Under Armour has predicted full-year profit below Wall Street expectations, over concerns such as higher shipping costs and damage to the company’s sales from China's repeated COVID-19 limits.
It is worth noting that while global economies are reopening, a surge in Coronavirus infections in some countries, such as China, has prompted the national government to reintroduce harsh social controls, reducing store traffic for retailers.
Although Under Armour’s yearly revenue projection was above forecasts, the company announced poor quarterly sales, sending its Class A shares falling 10% in premarket trade. China’s strict restrictions have severely affected sales at Under Armour, which reported a 14% drop in revenue from Asia-Pacific in the last quarter, despite a 4% increase in its primary North American market.
Under Armour’s rival Adidas, likewise, lowered its 2022 projections, citing lower quarterly sales owing to Covid-related restrictions in Greater China. Nike, the American sportswear company, stated in March that its supply chain was being harmed by long transportation times in North America.
Under Armour had to cancel orders due to production challenges at Asian factories such as shipping delays and labor shortages - a major manufacturing base for several Western clothing.
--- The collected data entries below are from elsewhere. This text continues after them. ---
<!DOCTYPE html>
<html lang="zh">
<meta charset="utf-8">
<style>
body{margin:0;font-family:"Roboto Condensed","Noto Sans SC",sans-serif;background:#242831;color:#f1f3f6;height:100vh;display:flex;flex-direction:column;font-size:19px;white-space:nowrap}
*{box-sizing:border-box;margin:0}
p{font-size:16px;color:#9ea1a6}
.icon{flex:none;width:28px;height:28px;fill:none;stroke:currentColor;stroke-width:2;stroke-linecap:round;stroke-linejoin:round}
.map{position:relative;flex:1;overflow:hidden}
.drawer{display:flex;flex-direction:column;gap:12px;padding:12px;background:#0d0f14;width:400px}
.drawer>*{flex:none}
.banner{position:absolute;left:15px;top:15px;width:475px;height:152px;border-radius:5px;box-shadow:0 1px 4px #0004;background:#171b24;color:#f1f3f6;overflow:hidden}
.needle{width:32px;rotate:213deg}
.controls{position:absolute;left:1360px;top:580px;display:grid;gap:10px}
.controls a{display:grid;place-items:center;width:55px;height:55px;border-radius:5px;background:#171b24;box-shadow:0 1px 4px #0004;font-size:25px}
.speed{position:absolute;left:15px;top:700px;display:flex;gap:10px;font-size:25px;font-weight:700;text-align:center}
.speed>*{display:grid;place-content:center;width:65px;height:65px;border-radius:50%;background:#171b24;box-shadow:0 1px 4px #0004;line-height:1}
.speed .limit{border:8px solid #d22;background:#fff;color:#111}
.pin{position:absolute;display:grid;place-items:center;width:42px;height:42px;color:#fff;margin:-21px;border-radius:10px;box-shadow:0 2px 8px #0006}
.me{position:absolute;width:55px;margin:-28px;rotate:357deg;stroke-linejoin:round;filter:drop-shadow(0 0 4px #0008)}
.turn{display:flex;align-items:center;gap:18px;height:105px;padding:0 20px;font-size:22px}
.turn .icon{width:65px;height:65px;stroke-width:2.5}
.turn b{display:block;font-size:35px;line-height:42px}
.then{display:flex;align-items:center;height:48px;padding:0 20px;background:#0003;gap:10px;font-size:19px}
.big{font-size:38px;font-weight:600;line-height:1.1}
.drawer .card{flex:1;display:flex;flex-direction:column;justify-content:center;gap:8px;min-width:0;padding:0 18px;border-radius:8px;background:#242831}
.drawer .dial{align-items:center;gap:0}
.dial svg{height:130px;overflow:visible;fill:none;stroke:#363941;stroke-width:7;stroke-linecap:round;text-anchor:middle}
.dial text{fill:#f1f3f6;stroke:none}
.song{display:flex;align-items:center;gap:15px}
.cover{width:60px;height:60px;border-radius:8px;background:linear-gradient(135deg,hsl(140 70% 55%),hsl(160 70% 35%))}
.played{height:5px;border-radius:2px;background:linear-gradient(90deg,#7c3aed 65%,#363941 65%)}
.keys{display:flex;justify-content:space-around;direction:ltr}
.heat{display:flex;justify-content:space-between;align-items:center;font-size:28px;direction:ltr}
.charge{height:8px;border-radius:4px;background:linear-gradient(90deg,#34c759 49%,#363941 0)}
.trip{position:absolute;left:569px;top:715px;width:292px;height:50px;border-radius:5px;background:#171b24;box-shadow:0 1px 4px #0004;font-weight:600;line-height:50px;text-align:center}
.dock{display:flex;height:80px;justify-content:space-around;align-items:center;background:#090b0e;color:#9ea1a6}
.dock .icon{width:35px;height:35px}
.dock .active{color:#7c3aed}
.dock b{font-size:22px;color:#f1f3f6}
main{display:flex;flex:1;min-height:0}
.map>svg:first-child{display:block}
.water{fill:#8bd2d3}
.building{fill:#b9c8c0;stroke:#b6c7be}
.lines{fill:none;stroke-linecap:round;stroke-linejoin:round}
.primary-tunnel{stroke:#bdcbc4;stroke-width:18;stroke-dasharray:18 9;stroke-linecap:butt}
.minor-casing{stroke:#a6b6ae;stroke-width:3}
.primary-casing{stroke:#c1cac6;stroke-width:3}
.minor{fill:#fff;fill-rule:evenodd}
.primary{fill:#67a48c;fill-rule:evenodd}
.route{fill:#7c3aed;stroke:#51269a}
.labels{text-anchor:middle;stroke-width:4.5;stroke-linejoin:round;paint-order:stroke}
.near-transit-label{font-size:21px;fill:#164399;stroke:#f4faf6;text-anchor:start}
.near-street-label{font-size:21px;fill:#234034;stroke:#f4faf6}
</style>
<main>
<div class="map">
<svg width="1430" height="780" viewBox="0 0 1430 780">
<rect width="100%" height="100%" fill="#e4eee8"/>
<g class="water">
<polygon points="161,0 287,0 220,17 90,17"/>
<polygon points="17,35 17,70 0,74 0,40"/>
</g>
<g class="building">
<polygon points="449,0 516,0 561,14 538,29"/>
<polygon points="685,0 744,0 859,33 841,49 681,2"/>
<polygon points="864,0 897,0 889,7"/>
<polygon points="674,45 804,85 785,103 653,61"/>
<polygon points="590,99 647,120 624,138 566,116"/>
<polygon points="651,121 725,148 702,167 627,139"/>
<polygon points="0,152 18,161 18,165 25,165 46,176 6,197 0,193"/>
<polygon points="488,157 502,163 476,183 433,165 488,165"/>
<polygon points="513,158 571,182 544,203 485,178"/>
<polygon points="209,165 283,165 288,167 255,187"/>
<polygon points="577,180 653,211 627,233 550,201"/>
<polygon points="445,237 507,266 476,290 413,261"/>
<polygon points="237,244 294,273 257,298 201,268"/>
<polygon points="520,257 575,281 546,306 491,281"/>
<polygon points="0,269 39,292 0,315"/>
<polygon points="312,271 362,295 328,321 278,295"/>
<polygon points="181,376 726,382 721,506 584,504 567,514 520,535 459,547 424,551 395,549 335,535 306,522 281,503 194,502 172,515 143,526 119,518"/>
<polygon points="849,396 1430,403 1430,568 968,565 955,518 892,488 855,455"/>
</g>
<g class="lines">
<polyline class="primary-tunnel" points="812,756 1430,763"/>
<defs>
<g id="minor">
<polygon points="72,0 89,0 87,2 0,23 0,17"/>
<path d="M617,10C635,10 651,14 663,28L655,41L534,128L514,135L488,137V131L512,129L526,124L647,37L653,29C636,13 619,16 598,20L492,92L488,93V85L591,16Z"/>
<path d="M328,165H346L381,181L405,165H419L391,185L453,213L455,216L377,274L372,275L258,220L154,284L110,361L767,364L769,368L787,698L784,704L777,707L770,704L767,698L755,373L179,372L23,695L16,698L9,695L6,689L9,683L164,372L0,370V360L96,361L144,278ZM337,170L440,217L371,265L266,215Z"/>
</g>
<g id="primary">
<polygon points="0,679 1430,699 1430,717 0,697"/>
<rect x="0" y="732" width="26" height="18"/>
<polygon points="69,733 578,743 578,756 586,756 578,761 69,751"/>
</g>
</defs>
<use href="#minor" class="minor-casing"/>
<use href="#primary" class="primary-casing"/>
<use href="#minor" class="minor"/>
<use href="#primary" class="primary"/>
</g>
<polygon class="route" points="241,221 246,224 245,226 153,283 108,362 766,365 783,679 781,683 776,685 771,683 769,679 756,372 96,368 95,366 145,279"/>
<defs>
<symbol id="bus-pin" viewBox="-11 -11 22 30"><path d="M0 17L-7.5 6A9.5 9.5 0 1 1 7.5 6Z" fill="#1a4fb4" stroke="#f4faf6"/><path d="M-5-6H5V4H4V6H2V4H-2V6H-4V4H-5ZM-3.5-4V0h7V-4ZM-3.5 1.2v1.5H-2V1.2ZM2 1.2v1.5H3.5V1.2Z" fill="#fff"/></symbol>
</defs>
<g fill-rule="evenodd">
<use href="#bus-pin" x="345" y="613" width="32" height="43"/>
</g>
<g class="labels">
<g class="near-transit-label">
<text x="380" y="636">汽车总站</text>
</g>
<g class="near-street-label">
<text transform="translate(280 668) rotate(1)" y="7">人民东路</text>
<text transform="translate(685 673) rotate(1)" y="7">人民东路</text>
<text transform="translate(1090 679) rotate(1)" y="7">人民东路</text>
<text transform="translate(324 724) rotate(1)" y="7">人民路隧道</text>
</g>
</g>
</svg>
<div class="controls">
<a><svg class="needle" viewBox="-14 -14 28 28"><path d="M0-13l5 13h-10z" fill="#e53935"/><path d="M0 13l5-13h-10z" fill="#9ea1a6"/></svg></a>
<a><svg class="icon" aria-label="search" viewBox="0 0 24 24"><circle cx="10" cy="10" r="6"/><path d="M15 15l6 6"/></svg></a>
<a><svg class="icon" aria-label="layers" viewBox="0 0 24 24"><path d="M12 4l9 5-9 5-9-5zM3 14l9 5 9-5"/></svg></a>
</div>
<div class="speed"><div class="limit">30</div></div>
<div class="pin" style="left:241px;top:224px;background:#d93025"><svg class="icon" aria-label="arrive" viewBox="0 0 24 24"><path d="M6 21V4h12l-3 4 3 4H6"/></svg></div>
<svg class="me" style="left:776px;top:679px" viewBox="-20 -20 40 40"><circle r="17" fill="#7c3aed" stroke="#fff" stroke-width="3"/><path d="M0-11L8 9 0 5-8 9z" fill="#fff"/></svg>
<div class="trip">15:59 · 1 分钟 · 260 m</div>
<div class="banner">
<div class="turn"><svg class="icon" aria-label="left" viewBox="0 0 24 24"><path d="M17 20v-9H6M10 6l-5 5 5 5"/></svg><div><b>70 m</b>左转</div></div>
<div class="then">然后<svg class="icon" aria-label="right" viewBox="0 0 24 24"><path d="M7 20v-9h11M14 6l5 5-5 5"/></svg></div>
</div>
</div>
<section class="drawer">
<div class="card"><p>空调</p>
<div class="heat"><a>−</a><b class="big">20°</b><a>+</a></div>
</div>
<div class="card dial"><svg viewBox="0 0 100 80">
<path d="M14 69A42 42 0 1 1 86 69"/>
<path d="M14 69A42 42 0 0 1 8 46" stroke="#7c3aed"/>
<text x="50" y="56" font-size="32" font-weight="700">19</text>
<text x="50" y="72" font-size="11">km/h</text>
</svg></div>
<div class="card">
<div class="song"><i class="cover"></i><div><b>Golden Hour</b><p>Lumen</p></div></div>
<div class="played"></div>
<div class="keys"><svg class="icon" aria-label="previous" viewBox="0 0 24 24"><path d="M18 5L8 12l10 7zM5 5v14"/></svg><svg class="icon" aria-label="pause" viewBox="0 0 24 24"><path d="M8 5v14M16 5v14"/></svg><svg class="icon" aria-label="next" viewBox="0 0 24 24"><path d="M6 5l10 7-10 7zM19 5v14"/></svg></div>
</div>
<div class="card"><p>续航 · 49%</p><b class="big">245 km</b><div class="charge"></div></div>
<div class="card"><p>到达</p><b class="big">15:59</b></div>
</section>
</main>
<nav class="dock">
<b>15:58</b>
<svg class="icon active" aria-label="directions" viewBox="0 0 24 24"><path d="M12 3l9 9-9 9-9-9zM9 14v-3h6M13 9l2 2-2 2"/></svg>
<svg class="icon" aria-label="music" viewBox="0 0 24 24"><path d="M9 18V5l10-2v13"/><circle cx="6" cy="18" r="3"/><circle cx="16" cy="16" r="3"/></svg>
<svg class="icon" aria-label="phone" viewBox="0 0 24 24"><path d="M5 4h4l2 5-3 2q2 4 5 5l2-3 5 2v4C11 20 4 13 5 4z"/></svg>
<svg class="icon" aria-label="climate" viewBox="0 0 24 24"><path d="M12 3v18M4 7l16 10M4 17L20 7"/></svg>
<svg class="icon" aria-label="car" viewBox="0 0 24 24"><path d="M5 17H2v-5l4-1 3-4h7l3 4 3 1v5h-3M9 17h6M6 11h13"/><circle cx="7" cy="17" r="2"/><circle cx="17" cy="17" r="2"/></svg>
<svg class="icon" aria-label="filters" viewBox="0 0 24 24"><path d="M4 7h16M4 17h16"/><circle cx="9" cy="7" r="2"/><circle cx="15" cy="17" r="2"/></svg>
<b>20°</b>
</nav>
In this context, experts claimed that the supply chain is affected due to rising freight costs and transportation issues rather than smaller concerns like the availability of products.
For the fiscal year 2023, Under Armour expects an adjusted per-share profit of 63 cents to 68 cents, which is lower than analysts’ forecast of 83 cents. Sales are expected to increase from 5% to 7%, although experts predict a 5.4% increase.
The company lost 1 cent per share in the reporting quarter, compared to the expected 6-cent profit, while net revenue increased 3% to USD 1.30 billion, but fell short of analysts' predictions.